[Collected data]
--- START ---

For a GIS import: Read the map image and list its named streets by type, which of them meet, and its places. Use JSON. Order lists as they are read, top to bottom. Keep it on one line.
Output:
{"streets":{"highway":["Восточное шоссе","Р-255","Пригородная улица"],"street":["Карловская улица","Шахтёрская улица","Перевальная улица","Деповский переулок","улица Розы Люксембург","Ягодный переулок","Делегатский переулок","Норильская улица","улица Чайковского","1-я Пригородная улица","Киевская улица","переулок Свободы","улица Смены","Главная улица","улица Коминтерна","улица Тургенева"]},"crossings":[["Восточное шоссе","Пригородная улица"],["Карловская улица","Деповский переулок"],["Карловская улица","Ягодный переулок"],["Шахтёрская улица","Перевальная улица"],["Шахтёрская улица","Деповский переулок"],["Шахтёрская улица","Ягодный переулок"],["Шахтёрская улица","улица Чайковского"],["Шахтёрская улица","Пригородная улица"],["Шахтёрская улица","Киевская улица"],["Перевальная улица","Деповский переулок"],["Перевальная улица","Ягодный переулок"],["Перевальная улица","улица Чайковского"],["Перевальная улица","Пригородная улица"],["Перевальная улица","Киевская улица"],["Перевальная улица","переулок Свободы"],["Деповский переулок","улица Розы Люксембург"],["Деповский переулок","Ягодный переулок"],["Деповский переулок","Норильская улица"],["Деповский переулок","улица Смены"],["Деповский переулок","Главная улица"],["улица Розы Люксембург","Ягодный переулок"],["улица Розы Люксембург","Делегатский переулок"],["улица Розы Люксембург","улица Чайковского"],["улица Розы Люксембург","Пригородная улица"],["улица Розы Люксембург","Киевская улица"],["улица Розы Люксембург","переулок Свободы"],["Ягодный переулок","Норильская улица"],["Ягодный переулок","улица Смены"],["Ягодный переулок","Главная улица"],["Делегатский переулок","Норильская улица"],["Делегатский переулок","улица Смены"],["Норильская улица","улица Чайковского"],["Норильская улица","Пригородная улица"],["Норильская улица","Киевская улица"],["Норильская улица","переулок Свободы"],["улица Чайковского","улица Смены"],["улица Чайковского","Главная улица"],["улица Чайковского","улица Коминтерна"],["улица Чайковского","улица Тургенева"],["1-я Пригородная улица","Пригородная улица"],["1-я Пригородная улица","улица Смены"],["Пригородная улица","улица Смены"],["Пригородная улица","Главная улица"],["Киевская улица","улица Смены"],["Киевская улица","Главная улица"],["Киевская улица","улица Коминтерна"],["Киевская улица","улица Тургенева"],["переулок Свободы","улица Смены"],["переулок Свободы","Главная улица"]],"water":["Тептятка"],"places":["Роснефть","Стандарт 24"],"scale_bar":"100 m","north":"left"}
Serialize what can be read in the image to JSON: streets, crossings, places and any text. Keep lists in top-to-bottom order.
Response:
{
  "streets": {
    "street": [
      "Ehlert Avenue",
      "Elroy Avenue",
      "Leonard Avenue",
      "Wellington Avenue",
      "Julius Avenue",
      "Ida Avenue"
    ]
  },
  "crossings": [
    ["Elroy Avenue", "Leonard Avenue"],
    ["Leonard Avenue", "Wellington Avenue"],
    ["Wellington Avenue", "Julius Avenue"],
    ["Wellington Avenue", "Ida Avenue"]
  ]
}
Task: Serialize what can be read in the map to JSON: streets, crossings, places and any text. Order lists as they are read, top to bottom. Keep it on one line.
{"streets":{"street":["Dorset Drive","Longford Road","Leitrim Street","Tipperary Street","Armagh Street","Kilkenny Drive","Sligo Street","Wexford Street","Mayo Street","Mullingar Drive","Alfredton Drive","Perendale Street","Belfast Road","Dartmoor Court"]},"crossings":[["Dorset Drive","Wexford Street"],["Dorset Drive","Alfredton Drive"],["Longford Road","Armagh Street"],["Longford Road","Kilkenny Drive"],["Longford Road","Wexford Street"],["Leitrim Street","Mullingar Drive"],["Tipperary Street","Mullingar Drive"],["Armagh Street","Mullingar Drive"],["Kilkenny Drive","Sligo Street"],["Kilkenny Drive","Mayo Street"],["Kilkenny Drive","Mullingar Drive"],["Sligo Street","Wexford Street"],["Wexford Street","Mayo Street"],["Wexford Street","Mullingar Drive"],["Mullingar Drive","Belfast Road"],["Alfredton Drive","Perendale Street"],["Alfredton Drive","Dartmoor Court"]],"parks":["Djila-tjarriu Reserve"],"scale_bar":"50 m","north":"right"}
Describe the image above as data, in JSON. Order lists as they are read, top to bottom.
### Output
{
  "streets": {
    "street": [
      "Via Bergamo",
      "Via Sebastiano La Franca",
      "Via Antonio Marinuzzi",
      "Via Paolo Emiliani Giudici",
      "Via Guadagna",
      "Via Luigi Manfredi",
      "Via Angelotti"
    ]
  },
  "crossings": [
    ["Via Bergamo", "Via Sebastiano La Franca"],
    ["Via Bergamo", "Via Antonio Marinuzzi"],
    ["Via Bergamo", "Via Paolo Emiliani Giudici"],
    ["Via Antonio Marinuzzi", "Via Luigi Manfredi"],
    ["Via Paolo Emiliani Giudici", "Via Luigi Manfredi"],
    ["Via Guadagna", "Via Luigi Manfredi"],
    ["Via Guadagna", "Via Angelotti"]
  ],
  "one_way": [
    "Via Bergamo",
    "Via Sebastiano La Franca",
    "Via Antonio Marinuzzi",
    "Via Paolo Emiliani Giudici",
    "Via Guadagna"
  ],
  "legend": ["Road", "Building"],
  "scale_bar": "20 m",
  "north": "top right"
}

--- END ---

Assignment: All lines of the records containing "right" should be shown.

Response to this exercise:
{"streets":{"street":["Dorset Drive","Longford Road","Leitrim Street","Tipperary Street","Armagh Street","Kilkenny Drive","Sligo Street","Wexford Street","Mayo Street","Mullingar Drive","Alfredton Drive","Perendale Street","Belfast Road","Dartmoor Court"]},"crossings":[["Dorset Drive","Wexford Street"],["Dorset Drive","Alfredton Drive"],["Longford Road","Armagh Street"],["Longford Road","Kilkenny Drive"],["Longford Road","Wexford Street"],["Leitrim Street","Mullingar Drive"],["Tipperary Street","Mullingar Drive"],["Armagh Street","Mullingar Drive"],["Kilkenny Drive","Sligo Street"],["Kilkenny Drive","Mayo Street"],["Kilkenny Drive","Mullingar Drive"],["Sligo Street","Wexford Street"],["Wexford Street","Mayo Street"],["Wexford Street","Mullingar Drive"],["Mullingar Drive","Belfast Road"],["Alfredton Drive","Perendale Street"],["Alfredton Drive","Dartmoor Court"]],"parks":["Djila-tjarriu Reserve"],"scale_bar":"50 m","north":"right"}
  "north": "top right"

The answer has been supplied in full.